- ¿Cuánto más tengo que esperar para obtenerla?
El duende me miró por encima de sus gafas, impolutas. En su rostro no se apreciaba ninguna clase de sentimiento ni emoción. Simplemente me miraba, conteniendo sus palabras que parecían morir al llegar a su boca y desaparecían cada vez que tragaba. Desvió la mirada un segundo hacia mi derecha y entonces vi que otro duende, algo más jóven, había aparecido a mi lado.
- Sígame, señor Wild.
Me predispuse a seguirle como me había pedido y asentí satisfecho hacia el duende que me había atendido tras la mesa de caoba. No me costaba seguir el ritmo del duende aunque a veces daba algún traspié con la alfombra que cubría aquel pasillo principal del banco mágico. Todos los duendes de nuestro alrededor estaban concentrados en sus cuentas e informes. Me parecía asombrosa la labor que realizaban aquellos seres, tan callados y sumidos en los cálculos de miles y miles de números.
Atravesamos algunas puertas hasta que llegamos a un pasillo donde se hallaba un ascensor al fondo. Bajamos no sé muy bien cuántos pisos y cuando las puertas del ascensor se abrieron, nos encontrábamos en lo que parecía el interior de una montaña. Eran una serie de pasadizos rocosos que permitían la movilidad, pero de un grupo de personas en fila y no más altas de dos metros y pocos centímetros.

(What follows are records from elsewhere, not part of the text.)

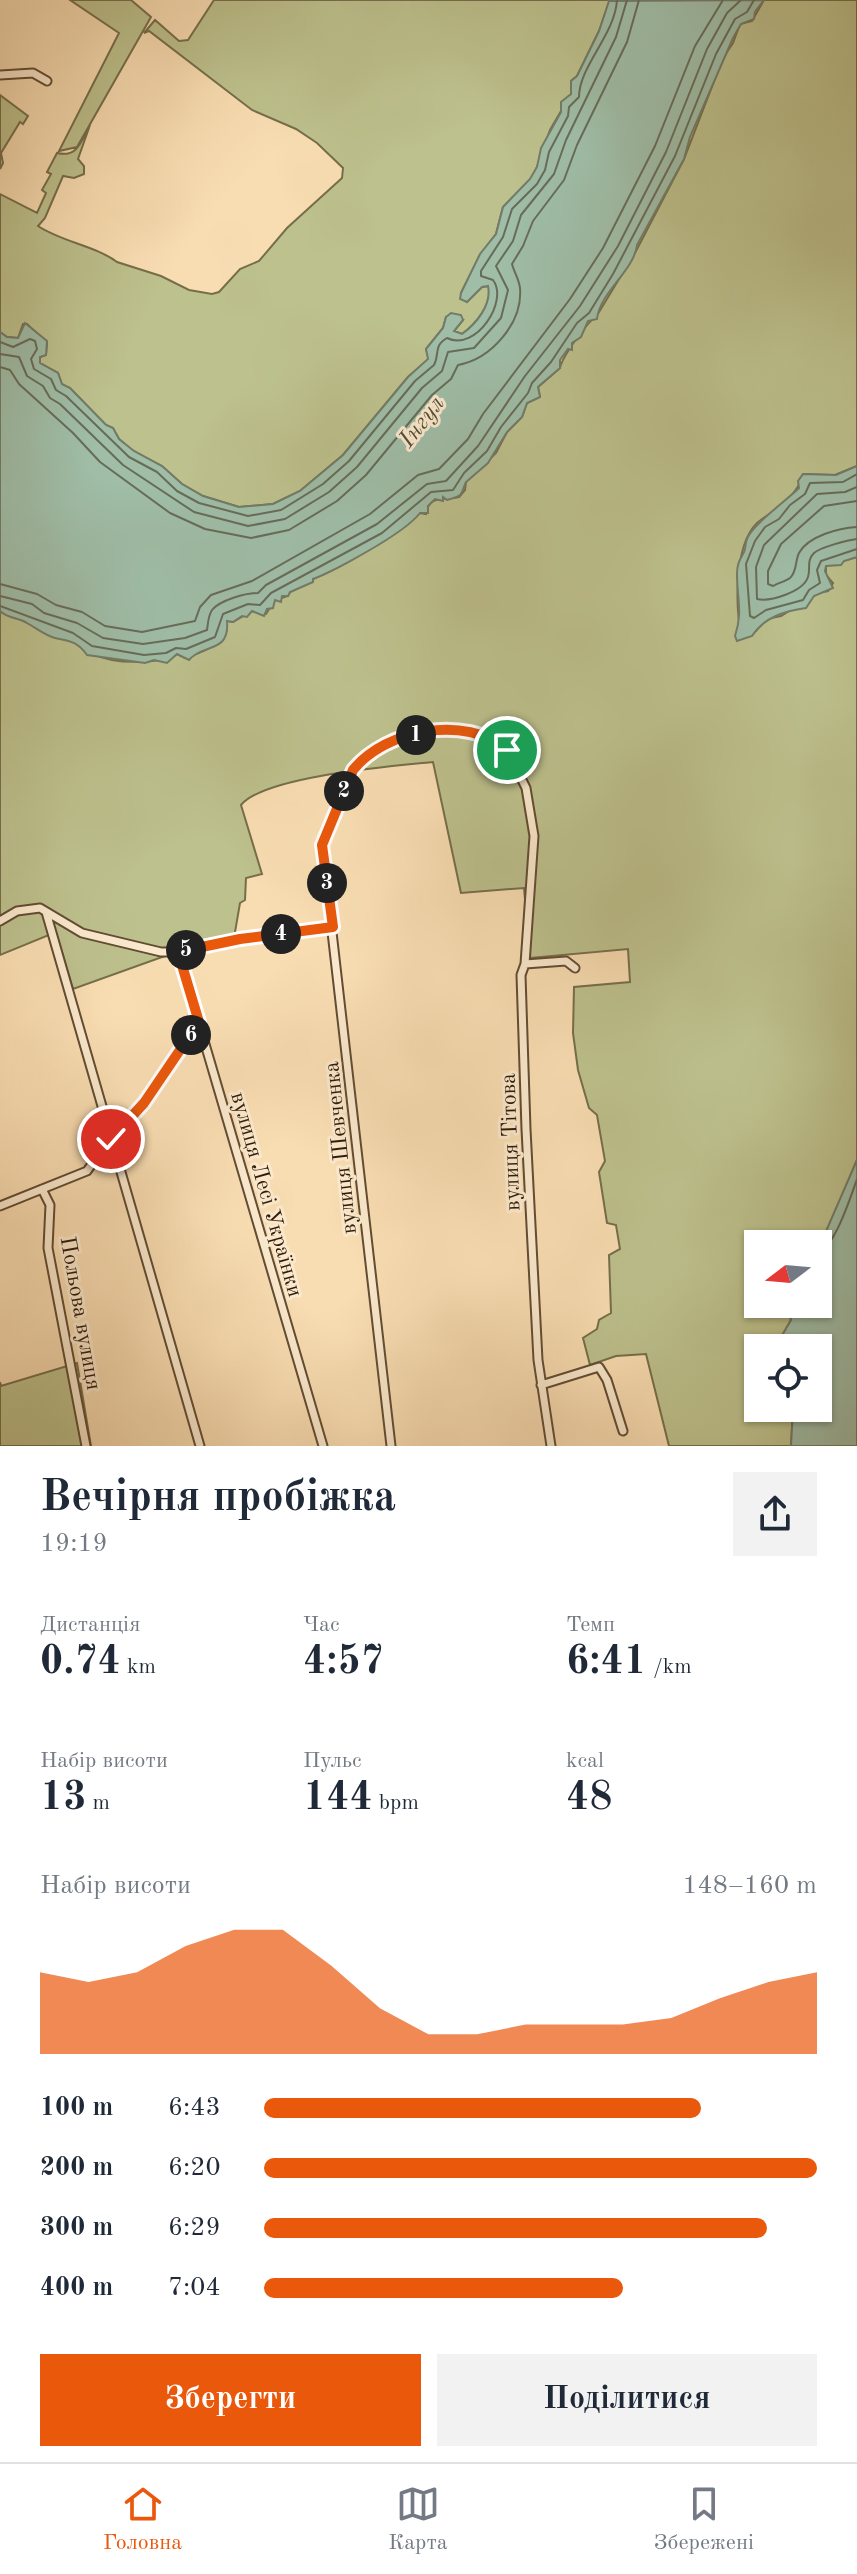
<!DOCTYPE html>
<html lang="uk">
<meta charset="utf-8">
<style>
:root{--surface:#fff;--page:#f2f2f3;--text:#1f2937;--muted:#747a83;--line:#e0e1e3;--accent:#ea580c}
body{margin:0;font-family:"Old Standard TT",serif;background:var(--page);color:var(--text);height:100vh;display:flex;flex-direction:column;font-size:30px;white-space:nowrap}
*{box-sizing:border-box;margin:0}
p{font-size:26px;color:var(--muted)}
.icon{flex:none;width:44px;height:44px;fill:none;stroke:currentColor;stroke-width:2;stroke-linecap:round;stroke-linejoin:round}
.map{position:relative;height:1446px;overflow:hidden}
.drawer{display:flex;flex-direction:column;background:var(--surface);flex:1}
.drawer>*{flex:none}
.needle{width:52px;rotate:254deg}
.controls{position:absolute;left:744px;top:1230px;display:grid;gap:16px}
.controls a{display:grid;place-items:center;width:88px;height:88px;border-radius:0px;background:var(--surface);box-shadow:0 2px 6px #0004;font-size:40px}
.pin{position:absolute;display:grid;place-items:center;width:68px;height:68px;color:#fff;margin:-34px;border:4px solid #fff;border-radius:50%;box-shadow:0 2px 8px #0007}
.km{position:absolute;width:40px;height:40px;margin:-20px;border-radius:50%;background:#222;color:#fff;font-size:22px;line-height:40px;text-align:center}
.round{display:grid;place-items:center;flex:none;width:84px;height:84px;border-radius:0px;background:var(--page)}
.summary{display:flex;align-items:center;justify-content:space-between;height:136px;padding:0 40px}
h1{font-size:44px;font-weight:700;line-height:60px}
.stats{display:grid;grid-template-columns:repeat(3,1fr);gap:12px;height:136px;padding:8px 40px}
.stats div{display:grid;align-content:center}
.stats b{font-size:40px;font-weight:700}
.stats small{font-size:22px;font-weight:400}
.stats p{font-size:22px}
.chart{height:224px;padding:16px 40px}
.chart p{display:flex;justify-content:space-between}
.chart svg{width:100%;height:144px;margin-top:8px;fill:var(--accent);opacity:.7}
.action{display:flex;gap:16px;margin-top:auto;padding:16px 40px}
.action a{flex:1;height:92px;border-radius:0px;background:var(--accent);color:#fff;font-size:32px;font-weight:700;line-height:92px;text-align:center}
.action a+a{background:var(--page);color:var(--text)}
ul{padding:0 40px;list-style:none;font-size:26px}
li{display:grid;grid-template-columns:128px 96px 1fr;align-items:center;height:60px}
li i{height:20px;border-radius:10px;background:var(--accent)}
.tabs{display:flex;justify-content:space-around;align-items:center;height:112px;border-top:2px solid var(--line);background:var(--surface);font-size:22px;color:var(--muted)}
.tabs a{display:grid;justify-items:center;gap:4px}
.tabs .selected{color:var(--accent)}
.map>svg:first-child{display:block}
</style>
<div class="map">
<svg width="857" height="1446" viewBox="0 0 857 1446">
<rect width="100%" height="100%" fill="#f9ddb2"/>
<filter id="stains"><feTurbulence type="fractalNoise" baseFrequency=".0025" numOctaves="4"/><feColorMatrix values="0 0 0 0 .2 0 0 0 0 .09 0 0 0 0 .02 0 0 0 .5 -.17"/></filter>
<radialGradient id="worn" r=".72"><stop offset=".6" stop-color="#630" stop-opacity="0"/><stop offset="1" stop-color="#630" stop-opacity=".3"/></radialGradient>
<!-- green -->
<path fill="#bdc18d" stroke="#766e4b" stroke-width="2" d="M 70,0 L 131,0 L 151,17 L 77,147 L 59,151 L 119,33 Z
M 214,0 L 610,0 L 599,31 L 577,76 L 571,81 L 571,94 L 550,130 L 537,167 L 531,179 L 503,207 L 496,234 L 480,255 L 461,293 L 467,302 L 482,287 L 489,286 C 492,305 476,324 462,334 L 454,331 L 463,320 L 446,317 L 443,328 L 426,349 L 429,359 L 408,377 L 343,455 L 300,491 L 273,504 L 239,507 L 203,496 L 182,484 L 162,466 L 134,452 L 119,439 L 113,428 L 106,425 L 70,388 L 62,385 L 58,373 L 40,363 L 40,357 L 46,355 L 47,343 L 27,324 L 23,324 L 18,338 L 7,337 L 0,332 L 0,194 L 37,213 L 46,193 L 42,190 L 51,174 L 47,172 L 57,153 C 78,158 81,141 90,125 L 78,159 L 84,166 L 84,174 L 74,178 L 63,176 L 45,218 L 38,226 C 62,242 96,246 117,262 L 161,276 L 189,290 L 212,294 L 219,292 L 240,269 L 259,261 L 287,228 L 342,178 L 343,168 L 317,143 L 296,129 L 252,110 L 149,31 L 144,33 L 155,20 L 179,41 L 188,40 Z
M 764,0 L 857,0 L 857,466 L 835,475 L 803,474 C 798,495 779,508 762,519 C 733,538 735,607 742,638 L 756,631 L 766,619 L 781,616 L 818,593 L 828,591 L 833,583 L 826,575 L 826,566 L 857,557 L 857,1160 L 818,1255 L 818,1244 L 758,1244 L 758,1304 L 800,1304 L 790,1315 L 791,1320 L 776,1346 L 755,1349 L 756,1361 L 758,1360 L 758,1408 L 793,1408 L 791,1446 L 669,1446 L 646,1354 L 616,1356 L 590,1365 L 583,1338 L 597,1329 L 599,1320 L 611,1313 L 609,1255 L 620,1249 L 616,1225 L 607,1223 L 599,1172 L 605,1161 L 597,1115 L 589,1108 L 578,1070 L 573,1033 L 574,987 L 630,982 L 628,949 L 530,958 L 524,888 L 461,893 L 433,762 C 393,766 265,776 241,805 L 262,874 L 246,878 L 245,900 L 240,903 L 234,938 L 190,947 L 73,989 L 56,932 L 0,955 L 0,611 C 8,618 17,617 26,622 C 41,629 57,634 72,641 C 79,644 85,651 93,654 C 114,664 156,665 177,654 L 185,658 C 207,650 223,647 227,621 L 233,622 L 252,611 L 266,614 L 275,600 L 288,596 L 290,592 L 313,581 L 313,579 C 346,566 388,539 419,513 L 426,514 C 429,494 445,501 459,497 L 465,490 L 466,482 L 496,453 L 507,432 L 522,417 L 527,403 L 540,397 L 538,387 L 560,368 C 562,357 587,322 596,317 L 636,251 L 684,159 L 723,58 L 733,43 L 740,24 L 752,21 Z
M 0,95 L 28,116 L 23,124 L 20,122 L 1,153 L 3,163 L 0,169 Z
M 77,1363 L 91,1446 L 0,1446 L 0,1382 L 1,1386 Z"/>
<!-- water -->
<path fill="#9fbda7" stroke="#727c68" stroke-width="2" d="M 764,0 L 755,12 L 754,19 L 741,24 L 733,38 L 690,137 L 684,159 L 637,245 C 634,271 600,292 597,319 L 588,321 L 581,337 L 572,343 L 572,350 L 568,349 L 560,360 L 560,368 L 538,387 L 540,397 L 527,403 L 522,417 L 507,432 L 488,463 L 466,482 C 460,496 464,495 447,500 L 443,497 L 443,501 L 435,499 L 428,506 L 428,513 L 420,513 C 403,535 333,571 313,579 L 313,582 L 290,592 L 288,596 L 282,596 L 281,602 L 275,600 L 273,608 L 267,609 L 264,616 L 252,611 L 247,617 L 242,616 L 233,622 L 227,621 C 230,654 203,643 189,660 L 177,654 L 167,663 L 154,660 L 145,663 L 87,655 C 77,641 69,641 55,638 C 46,636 36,628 27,623 C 18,617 8,619 0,611 L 0,332 L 7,337 L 18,338 L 25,323 L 47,341 L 46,355 L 40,357 L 40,363 L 58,373 L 62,384 L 70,388 L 106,425 L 113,428 L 119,439 L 134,451 L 162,466 L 182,484 L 203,496 L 239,507 L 273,504 L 300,491 L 343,455 L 408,377 L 428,359 L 426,349 L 443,328 L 446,317 L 451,313 L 461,315 L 463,320 L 454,331 L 462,334 C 476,324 492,305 488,286 L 482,287 L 467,302 L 460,299 L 461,293 L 480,254 L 496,234 L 503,207 L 530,179 L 537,167 L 541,148 L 561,112 L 561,102 L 571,94 L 571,81 L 577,76 L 599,31 L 609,1 Z
M 857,466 L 857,557 L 844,561 L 841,565 L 826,566 L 825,571 L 833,588 L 814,596 L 806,608 C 785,611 764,617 752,636 L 737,641 L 735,636 C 743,612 737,599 737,574 C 737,563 740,560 744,552 C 746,548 745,543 747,539 C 751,526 787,500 799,488 L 798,481 L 803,474 L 836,475 Z
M 857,1160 L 857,1446 L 791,1446 L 793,1408 L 818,1408 L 818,1348 L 758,1348 L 756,1361 L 753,1351 L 759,1347 L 776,1346 L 791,1320 L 790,1315 L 800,1304 L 818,1304 L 820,1245 Z"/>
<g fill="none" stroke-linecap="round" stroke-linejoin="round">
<!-- shore -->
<path stroke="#676c58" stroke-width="2" d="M 0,342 L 13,347 L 30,339 L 35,341 L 37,349 L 31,359 L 34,369 L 51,379 L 56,390 L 66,396 L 129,457 L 157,472 L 177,491 L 199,503 L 248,516 L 281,510 L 323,484 L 349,461 L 415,381 L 434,365 C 440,354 433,346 447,338 C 476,352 509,301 493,280 L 481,276 L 481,271 L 503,237 L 512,209 L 537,184 L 545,170 L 549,152 L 568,116 L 569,107 L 579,97 C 579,66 615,35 617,0
M 0,354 L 19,357 L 27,376 L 43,386 L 50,398 L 60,404 L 123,465 L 194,512 L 248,526 L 285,519 L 329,492 L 357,467 L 422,388 L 442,371 L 448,352 L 474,348 L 501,318 L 508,290 L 496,266 L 513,241 L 521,215 L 554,174 L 566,140 L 616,37 L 627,0
M 0,367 L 10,370 L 19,384 L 73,433 L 100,462 L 170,513 L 205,529 L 251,538 L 289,530 L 337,501 L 366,475 L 432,395 L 451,379 L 458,365 C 491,359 523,323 520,288 C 519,279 514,272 512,264 L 523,246 L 533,221 L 564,180 L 577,145 L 627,42 L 639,0
M 857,474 L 843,482 L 810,483 L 805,494 L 790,505 L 779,519 L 765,527 L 755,541 L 746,564 L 750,616 L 754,618 L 766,610 L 803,600 L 809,590 L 820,583 L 817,570 L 821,561 L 857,549
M 857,487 L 845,492 L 817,494 L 764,545 L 756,567 L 757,599 C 770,602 803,592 808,577 C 811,568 806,561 814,553 C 821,547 848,540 857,539
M 857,501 L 824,506 L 781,544 L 768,571 L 768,584 L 773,586 C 778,583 786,581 790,578 C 797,572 795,561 799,553 C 808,536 839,528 857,527
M 0,584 L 37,594 L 56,605 L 82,612 L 105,626 L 142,632 L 195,621 L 200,607 L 211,595 L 252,581 L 370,514 L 418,475 L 439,469 L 468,439 L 483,414 L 570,299 L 603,248 L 655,146 L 695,46 L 723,0
M 0,596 L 32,604 L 44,613 L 77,623 L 103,638 L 143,644 L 185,638 L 207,630 C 208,624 208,616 212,610 C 220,600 246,593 258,593 L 266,585 L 377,524 L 427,484 L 446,481 L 478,446 L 525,376 L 580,306 L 618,246 L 666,152 L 707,49 L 727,13 L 741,0
M 0,606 L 73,633 L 92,646 L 144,655 L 166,653 L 176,648 L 186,649 L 215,637 L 223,614 L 248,604 L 260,605 L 271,593 L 382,533 L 431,492 L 453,490 L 464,473 L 487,451 L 501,427 L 528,393 L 532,383 L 551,362 L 577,323 L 589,313 L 613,274 L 675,156 L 716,54 L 735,19 L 747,12 L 754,0
M 818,1252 C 834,1249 851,1196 857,1179"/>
<defs>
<path id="minor" d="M 0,75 L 33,73 L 47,81
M 46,912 L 200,1446
M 0,921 L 17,911 L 40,908 L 82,933 L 161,952 L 178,952 L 240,939 L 333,927
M 178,952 L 323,1446
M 525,964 L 566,961 L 575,968
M 42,1189 L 50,1205 L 48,1248 L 86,1446
M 0,1206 L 87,1171 L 120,1125 L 144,1103 L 199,1022
M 541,1385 L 599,1367 L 607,1380 L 623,1431
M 391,1446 L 322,845 L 353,770 L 359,762 L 377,747 L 422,733 L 461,730 L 497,741 L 507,750 L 526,788 L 534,836 L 525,964 L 521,975 L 526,1129 L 538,1360 L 551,1446"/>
</defs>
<!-- minor casing -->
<use href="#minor" stroke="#624c33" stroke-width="11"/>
<!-- minor -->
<use href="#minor" stroke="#fbe9cd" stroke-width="7"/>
</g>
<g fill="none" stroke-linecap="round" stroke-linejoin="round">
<defs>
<path id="route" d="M 111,1139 L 144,1103 L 199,1022 L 178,952 L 240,939 L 333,927 L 322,845 L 353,770 C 386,729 466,714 507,750"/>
</defs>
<!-- route casing -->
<use href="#route" stroke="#fff" stroke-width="16"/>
<!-- route -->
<use href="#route" stroke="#ea580c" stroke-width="10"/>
</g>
<g text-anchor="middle" stroke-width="6" stroke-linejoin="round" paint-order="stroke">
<!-- street labels -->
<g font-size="22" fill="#2f1b09" stroke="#fbe9cd">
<text transform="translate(509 1142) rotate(-92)" y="8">вулиця Тітова</text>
<text transform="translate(339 1148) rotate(-96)" y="8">вулиця Шевченка</text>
<text transform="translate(268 1194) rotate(74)" y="8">вулиця Лесі Українки</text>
<text transform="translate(82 1313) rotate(80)" y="8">Польова вулиця</text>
</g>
<!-- water labels -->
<g font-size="24" font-style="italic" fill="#514c38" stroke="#fbe9cd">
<text transform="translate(421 421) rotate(-52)" y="8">Інгул</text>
</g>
</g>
<rect width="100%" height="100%" filter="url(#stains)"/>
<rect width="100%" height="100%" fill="url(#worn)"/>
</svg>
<div class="controls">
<a><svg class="needle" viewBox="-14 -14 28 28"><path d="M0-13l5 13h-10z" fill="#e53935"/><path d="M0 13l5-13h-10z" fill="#747a83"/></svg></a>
<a><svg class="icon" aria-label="locate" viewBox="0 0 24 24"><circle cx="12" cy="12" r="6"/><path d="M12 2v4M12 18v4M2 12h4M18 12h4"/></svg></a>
</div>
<div class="pin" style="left:507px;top:750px;background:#1e9e55"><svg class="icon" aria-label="arrive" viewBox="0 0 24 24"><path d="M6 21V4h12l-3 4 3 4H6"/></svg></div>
<div class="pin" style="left:111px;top:1139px;background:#d93025"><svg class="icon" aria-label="check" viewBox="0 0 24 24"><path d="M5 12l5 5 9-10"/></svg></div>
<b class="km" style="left:416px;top:735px">1</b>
<b class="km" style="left:344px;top:791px">2</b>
<b class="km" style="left:327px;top:883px">3</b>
<b class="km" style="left:281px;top:934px">4</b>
<b class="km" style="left:186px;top:950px">5</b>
<b class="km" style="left:191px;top:1035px">6</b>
</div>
<section class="drawer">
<div class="summary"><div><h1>Вечірня пробіжка</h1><p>19:19</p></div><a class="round"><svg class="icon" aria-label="share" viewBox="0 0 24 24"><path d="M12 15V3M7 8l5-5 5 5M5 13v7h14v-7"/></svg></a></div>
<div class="stats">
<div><p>Дистанція</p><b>0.74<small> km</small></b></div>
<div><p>Час</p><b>4:57</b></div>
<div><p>Темп</p><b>6:41<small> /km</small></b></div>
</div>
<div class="stats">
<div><p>Набір висоти</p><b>13<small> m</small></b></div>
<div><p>Пульс</p><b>144<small> bpm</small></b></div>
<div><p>kcal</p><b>48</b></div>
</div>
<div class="chart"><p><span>Набір висоти</span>148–160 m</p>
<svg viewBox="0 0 160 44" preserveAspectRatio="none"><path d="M0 44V19L10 22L20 19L30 11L40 6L50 6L60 17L70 30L80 38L90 38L100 35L110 35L120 35L130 33L140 27L150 22L160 19V44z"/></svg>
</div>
<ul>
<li><b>100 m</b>6:43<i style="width:79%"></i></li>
<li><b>200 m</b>6:20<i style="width:100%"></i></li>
<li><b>300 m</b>6:29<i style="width:91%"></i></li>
<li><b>400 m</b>7:04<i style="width:65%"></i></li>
</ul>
<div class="action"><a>Зберегти</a><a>Поділитися</a></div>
</section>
<nav class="tabs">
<a class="selected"><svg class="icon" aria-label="home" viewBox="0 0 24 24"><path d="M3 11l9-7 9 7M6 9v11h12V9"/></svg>Головна</a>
<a><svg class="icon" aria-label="map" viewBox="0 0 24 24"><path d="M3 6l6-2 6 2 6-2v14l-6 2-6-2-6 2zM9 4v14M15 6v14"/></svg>Карта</a>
<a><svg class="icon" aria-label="saved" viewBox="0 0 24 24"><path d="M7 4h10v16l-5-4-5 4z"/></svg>Збережені</a>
</nav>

El duende cogió una antorcha y la prendió con un chasquido de sus dedos, permitiéndonos más visibilidad de los túneles.
- Bien, ahora preste atención al recorrido, porque lo tendrá que hacer usted solo cada vez que quiera acceder a su bóveda.
La voz algo chillona del duende se repitió por aquellos túneles, lo que le proporcionó al lugar cierto ambiente de inquietud. Me tensé un poco pero enseguida recobré el aliento cuando las voces pararon y me fijé por dónde me llevaba mi guía. Primero fuimos por un túnel algo más ancho hacia la derecha y, habiendo pasado dos cruces, torcimos aún más a la derecha. Bajamos por unas escaleras talladas en la propia roca y nos encontramos ante un pasillo con el suelo de mármol en el que había varias puertas.
La primera puerta a la izquierda, completamente negra, tenía un círculo metálico en el centro, de plata, donde el duende posicionó su dedo y después solicitó que le diera mi varita. Así lo hice y posó la punta de Dror justo en el centro del círculo metálico. La puerta se abrió y el duende, sin decir ni una palabra, me devolvió mi varita. Entramos en la nueva estancia y bajamos cinco escalones casi a oscuras, pues la antorcha no iluminaba más allá que los escalones y las paredes de piedra a nuestros lados.
- Diga una palabra -me susurró el duende.
No se me ocurría nada, así que dije lo primero que se me pasó por la cabeza.
- Tomillo.
Sí, se me pasó por la cabeza aquello, qué se le iba a hacer. El duende asintió y la sala se iluminó. No era la luz de antorchas, ni tampoco una luz artificial. Era como una habitación iluminada por el sol que se colaba por miles de huecos.
El último escalón daba a un suelo de mármol negro y las paredes eran rocosas, pero no puntiagudas como habían sido en algunos tramos del recorrido. Todos los bordes estaban redondeados. Había estantes encajados entre la roca y de arriba colgaban tiras metálicas que sujetarían toda clase de objetos. No era muy alta la sala, unos dos metros y medio, pero era bastante espaciosa. Y entonces, percibí un leve olor a tomillo.
- Ya tiene su Cámara de Alta Seguridad, señor Wild.